--- Material provided Enclosed Below ---

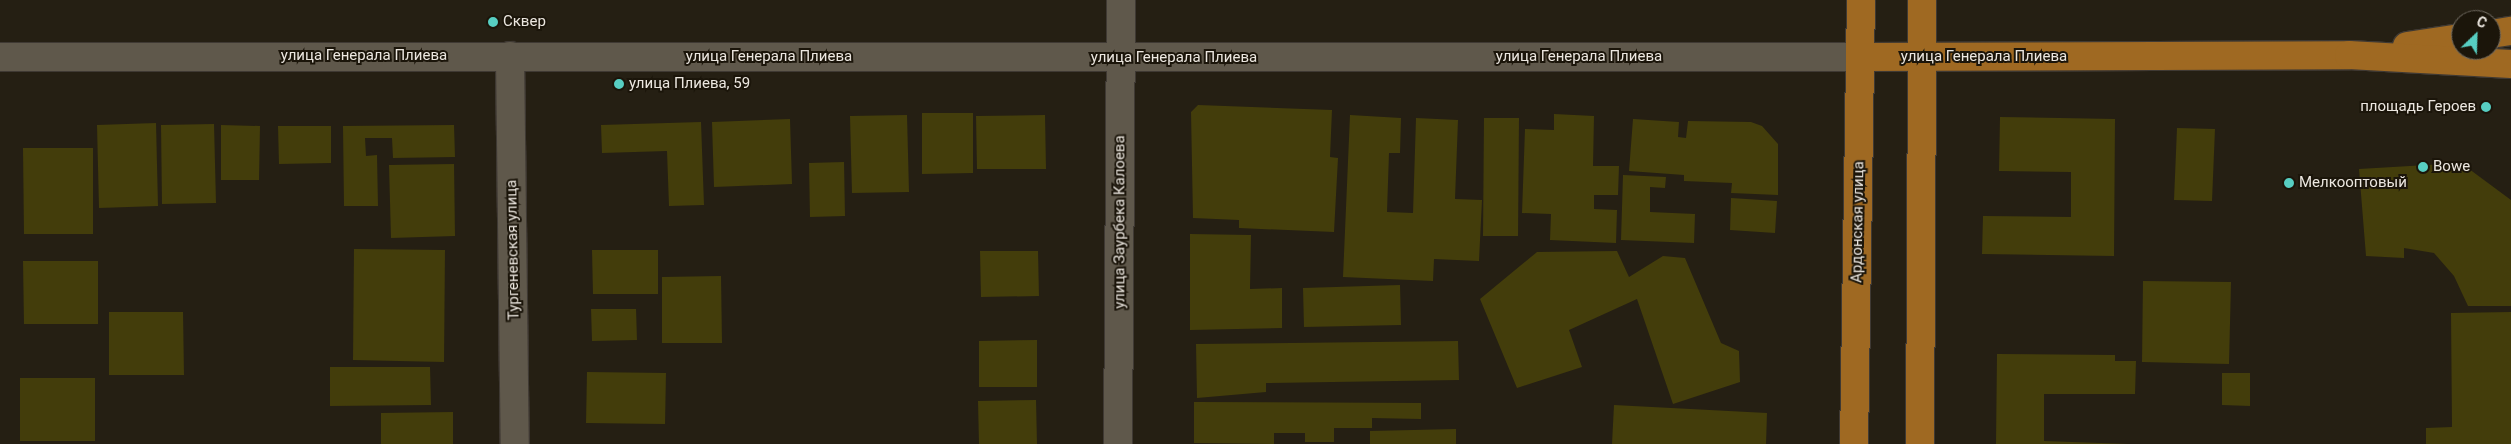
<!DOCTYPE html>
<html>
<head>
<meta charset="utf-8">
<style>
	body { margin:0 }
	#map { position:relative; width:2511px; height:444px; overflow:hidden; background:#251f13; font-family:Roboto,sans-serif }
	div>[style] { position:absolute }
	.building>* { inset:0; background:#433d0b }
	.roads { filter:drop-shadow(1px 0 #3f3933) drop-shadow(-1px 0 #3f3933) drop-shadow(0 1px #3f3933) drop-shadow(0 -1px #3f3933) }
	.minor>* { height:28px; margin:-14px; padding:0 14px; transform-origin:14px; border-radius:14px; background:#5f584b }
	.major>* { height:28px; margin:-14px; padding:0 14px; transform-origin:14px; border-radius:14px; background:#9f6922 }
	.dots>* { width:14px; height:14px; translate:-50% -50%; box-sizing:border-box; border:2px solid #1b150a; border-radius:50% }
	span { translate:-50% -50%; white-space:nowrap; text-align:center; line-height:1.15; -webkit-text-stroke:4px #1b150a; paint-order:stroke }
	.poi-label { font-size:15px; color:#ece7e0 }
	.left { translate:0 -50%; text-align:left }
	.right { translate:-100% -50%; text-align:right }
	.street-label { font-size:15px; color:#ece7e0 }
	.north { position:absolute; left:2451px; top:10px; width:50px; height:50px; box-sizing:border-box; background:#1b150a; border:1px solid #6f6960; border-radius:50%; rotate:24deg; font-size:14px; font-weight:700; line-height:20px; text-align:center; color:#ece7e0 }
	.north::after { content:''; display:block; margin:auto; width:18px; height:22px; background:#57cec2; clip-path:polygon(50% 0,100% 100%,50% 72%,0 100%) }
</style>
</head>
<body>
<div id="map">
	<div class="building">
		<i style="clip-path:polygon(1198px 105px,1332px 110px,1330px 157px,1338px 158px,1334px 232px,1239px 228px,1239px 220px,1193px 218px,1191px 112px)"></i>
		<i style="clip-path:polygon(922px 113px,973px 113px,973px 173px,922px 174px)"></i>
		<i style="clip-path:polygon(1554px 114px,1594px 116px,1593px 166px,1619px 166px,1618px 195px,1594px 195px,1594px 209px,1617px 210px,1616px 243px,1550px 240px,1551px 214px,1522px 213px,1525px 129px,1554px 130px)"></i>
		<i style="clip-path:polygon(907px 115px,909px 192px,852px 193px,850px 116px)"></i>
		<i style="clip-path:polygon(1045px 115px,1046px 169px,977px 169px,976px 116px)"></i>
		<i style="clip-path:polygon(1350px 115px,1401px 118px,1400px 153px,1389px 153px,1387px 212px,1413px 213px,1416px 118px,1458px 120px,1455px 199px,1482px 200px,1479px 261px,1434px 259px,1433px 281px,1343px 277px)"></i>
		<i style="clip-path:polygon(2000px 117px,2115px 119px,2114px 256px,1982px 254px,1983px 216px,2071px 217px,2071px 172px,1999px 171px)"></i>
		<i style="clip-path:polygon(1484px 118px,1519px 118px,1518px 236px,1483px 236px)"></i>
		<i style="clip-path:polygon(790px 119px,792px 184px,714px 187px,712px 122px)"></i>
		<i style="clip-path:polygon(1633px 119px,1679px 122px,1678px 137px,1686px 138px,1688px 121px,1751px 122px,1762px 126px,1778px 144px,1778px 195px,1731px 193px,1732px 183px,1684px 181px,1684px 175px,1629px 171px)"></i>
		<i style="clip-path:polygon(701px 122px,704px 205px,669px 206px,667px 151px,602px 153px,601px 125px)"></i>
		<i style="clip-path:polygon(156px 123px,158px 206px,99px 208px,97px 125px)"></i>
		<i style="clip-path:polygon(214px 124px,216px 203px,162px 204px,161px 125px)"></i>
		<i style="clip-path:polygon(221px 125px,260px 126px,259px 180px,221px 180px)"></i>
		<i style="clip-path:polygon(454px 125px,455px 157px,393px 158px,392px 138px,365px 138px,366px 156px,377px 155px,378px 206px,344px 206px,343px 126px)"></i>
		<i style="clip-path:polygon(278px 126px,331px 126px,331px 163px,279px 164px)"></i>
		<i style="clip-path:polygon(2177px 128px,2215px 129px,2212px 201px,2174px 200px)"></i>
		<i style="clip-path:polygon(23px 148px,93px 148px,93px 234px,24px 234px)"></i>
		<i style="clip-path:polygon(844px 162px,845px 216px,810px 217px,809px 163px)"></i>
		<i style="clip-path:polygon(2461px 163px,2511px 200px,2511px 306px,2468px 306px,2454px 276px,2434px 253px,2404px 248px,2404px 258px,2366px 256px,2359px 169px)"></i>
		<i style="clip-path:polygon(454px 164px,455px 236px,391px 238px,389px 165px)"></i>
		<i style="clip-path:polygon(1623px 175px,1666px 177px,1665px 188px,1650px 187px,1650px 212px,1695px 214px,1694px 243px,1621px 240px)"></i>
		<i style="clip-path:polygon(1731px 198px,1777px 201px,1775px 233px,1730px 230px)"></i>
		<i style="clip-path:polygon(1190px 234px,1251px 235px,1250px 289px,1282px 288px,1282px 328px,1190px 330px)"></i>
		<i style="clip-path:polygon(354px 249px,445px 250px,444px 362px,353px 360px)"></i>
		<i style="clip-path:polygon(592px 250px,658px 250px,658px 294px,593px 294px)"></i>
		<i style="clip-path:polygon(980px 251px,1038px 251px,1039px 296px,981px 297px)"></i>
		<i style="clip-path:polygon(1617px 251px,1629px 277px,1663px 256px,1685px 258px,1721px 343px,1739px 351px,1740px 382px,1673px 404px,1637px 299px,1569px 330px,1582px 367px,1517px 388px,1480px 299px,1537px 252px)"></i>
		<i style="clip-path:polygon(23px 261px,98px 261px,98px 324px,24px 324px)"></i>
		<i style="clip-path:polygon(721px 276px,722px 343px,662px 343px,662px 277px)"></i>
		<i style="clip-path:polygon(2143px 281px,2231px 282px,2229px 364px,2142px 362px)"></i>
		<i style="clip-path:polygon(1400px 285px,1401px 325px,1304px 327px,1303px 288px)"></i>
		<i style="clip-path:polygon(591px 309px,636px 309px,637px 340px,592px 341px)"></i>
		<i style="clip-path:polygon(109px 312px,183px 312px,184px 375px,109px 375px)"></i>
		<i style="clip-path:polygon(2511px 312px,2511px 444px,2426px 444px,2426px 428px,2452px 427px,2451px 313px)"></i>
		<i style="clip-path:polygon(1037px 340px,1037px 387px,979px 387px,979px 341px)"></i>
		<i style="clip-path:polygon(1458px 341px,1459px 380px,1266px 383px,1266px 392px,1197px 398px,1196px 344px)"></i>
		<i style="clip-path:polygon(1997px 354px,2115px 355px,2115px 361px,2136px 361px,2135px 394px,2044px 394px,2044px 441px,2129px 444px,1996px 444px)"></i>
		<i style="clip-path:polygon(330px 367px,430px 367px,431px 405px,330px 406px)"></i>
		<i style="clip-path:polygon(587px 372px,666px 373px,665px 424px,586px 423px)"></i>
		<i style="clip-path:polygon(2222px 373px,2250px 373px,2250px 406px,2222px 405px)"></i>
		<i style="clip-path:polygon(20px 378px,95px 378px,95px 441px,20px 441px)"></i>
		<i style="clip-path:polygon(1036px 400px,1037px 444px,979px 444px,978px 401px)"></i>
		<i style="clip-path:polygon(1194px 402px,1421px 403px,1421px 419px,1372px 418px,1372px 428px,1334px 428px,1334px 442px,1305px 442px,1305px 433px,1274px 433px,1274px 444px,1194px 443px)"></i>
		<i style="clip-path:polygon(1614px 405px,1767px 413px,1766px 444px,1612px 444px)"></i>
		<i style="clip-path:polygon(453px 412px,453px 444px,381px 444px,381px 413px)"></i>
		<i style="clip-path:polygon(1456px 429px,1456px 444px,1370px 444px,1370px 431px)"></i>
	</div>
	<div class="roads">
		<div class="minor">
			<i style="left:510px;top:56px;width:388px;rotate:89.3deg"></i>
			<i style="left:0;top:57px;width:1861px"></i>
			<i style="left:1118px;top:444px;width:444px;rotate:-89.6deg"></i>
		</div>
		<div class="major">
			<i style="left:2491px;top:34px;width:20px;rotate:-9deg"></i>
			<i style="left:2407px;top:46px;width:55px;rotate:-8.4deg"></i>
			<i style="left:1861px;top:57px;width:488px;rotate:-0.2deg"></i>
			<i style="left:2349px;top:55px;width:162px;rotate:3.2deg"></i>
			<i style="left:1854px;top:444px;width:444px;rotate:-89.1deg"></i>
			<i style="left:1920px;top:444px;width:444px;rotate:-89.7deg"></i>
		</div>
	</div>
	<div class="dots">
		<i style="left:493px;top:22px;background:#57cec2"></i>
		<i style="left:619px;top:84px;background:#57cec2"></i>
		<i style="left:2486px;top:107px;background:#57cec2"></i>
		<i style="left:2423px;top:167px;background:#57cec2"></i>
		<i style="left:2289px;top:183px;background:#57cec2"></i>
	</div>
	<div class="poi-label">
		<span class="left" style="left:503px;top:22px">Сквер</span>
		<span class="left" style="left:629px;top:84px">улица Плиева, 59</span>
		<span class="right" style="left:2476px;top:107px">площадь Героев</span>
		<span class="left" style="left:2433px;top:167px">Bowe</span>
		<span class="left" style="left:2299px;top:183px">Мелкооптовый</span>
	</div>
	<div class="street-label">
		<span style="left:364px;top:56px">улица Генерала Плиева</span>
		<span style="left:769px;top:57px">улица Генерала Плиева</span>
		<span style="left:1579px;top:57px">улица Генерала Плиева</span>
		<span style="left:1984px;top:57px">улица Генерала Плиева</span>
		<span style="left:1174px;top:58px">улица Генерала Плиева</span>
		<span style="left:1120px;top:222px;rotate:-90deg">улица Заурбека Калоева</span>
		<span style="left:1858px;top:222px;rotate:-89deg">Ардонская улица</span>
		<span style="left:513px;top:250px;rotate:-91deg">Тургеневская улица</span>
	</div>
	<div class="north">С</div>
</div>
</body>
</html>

--- End of Enclosed Material provided ---

§ Task details: In the answer, give only the lines from the top of the data above through the line with "105px,1332px 110px,1330px 157px,1338px", reproduced exactly; no picture may appear.

§ Task answer:
<!DOCTYPE html>
<html>
<head>
<meta charset="utf-8">
<style>
	body { margin:0 }
	#map { position:relative; width:2511px; height:444px; overflow:hidden; background:#251f13; font-family:Roboto,sans-serif }
	div>[style] { position:absolute }
	.building>* { inset:0; background:#433d0b }
	.roads { filter:drop-shadow(1px 0 #3f3933) drop-shadow(-1px 0 #3f3933) drop-shadow(0 1px #3f3933) drop-shadow(0 -1px #3f3933) }
	.minor>* { height:28px; margin:-14px; padding:0 14px; transform-origin:14px; border-radius:14px; background:#5f584b }
	.major>* { height:28px; margin:-14px; padding:0 14px; transform-origin:14px; border-radius:14px; background:#9f6922 }
	.dots>* { width:14px; height:14px; translate:-50% -50%; box-sizing:border-box; border:2px solid #1b150a; border-radius:50% }
	span { translate:-50% -50%; white-space:nowrap; text-align:center; line-height:1.15; -webkit-text-stroke:4px #1b150a; paint-order:stroke }
	.poi-label { font-size:15px; color:#ece7e0 }
	.left { translate:0 -50%; text-align:left }
	.right { translate:-100% -50%; text-align:right }
	.street-label { font-size:15px; color:#ece7e0 }
	.north { position:absolute; left:2451px; top:10px; width:50px; height:50px; box-sizing:border-box; background:#1b150a; border:1px solid #6f6960; border-radius:50%; rotate:24deg; font-size:14px; font-weight:700; line-height:20px; text-align:center; color:#ece7e0 }
	.north::after { content:''; display:block; margin:auto; width:18px; height:22px; background:#57cec2; clip-path:polygon(50% 0,100% 100%,50% 72%,0 100%) }
</style>
</head>
<body>
<div id="map">
	<div class="building">
		<i style="clip-path:polygon(1198px 105px,1332px 110px,1330px 157px,1338px 158px,1334px 232px,1239px 228px,1239px 220px,1193px 218px,1191px 112px)"></i>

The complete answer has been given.